Below is a block of entries; repeat exactly the lines starting at the line that contains "Serialize what can" and ending at the line that contains "Transcribe the names and structure of the", both included.

RECORDS PROVIDED
........
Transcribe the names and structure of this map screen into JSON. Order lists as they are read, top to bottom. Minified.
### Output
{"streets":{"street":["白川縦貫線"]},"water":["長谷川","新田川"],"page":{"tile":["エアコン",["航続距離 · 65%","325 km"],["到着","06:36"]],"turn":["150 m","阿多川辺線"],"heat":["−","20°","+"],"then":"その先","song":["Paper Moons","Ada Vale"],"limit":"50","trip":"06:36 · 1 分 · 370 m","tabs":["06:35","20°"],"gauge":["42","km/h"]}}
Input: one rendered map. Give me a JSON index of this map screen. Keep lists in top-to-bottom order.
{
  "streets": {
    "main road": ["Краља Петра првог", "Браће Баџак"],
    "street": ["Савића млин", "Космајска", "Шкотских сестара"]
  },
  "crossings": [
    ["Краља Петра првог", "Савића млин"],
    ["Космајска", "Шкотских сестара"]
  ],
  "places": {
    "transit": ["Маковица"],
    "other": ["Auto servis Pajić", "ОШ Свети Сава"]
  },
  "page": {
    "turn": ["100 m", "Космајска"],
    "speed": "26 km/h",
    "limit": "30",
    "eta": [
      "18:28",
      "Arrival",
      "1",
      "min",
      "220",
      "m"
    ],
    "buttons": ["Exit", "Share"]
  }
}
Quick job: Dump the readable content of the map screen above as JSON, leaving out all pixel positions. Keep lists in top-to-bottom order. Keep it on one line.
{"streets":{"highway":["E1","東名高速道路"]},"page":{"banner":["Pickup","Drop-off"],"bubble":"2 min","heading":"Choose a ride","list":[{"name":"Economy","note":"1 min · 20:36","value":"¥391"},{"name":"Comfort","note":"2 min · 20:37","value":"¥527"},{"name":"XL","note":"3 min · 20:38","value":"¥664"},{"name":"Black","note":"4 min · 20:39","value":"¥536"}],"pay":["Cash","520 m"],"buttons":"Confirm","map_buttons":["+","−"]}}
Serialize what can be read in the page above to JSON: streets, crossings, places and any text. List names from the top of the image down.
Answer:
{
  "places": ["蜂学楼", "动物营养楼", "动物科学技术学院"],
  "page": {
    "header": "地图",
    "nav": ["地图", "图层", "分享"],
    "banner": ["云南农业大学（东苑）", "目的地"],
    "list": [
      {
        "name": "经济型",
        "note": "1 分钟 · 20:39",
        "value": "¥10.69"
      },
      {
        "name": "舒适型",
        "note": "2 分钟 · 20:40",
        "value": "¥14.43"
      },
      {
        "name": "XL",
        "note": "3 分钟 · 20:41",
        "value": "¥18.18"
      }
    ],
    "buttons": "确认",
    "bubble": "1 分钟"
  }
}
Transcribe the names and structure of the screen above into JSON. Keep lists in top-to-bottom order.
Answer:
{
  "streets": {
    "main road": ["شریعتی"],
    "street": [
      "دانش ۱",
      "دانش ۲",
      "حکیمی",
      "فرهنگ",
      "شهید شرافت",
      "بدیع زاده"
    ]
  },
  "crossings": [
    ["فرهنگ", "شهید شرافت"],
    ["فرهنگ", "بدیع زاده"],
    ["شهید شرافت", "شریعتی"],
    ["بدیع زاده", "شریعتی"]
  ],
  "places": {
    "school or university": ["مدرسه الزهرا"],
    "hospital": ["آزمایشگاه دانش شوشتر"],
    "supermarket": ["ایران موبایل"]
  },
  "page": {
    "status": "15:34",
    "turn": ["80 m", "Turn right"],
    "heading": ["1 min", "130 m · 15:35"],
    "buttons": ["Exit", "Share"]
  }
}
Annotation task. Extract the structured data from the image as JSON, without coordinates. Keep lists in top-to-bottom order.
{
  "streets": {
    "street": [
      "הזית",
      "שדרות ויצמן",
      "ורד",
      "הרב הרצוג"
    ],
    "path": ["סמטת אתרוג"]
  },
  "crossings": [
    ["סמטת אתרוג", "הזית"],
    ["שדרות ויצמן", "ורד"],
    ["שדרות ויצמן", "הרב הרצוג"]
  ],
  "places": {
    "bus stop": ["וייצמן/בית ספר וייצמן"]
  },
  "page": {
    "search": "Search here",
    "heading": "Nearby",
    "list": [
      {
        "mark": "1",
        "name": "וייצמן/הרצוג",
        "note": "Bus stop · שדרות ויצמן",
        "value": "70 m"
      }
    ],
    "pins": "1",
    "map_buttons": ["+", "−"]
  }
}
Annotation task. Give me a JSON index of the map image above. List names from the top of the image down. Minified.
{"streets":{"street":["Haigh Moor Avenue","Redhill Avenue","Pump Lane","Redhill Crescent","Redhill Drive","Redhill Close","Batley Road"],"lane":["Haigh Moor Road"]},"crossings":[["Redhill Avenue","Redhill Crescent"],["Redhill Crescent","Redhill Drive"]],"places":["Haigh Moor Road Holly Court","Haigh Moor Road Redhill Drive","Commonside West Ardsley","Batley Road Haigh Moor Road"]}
........
RESPONSE BELOW
Serialize what can be read in the page above to JSON: streets, crossings, places and any text. List names from the top of the image down.
Answer:
{
  "places": ["蜂学楼", "动物营养楼", "动物科学技术学院"],
  "page": {
    "header": "地图",
    "nav": ["地图", "图层", "分享"],
    "banner": ["云南农业大学（东苑）", "目的地"],
    "list": [
      {
        "name": "经济型",
        "note": "1 分钟 · 20:39",
        "value": "¥10.69"
      },
      {
        "name": "舒适型",
        "note": "2 分钟 · 20:40",
        "value": "¥14.43"
      },
      {
        "name": "XL",
        "note": "3 分钟 · 20:41",
        "value": "¥18.18"
      }
    ],
    "buttons": "确认",
    "bubble": "1 分钟"
  }
}
Transcribe the names and structure of the screen above into JSON. Keep lists in top-to-bottom order.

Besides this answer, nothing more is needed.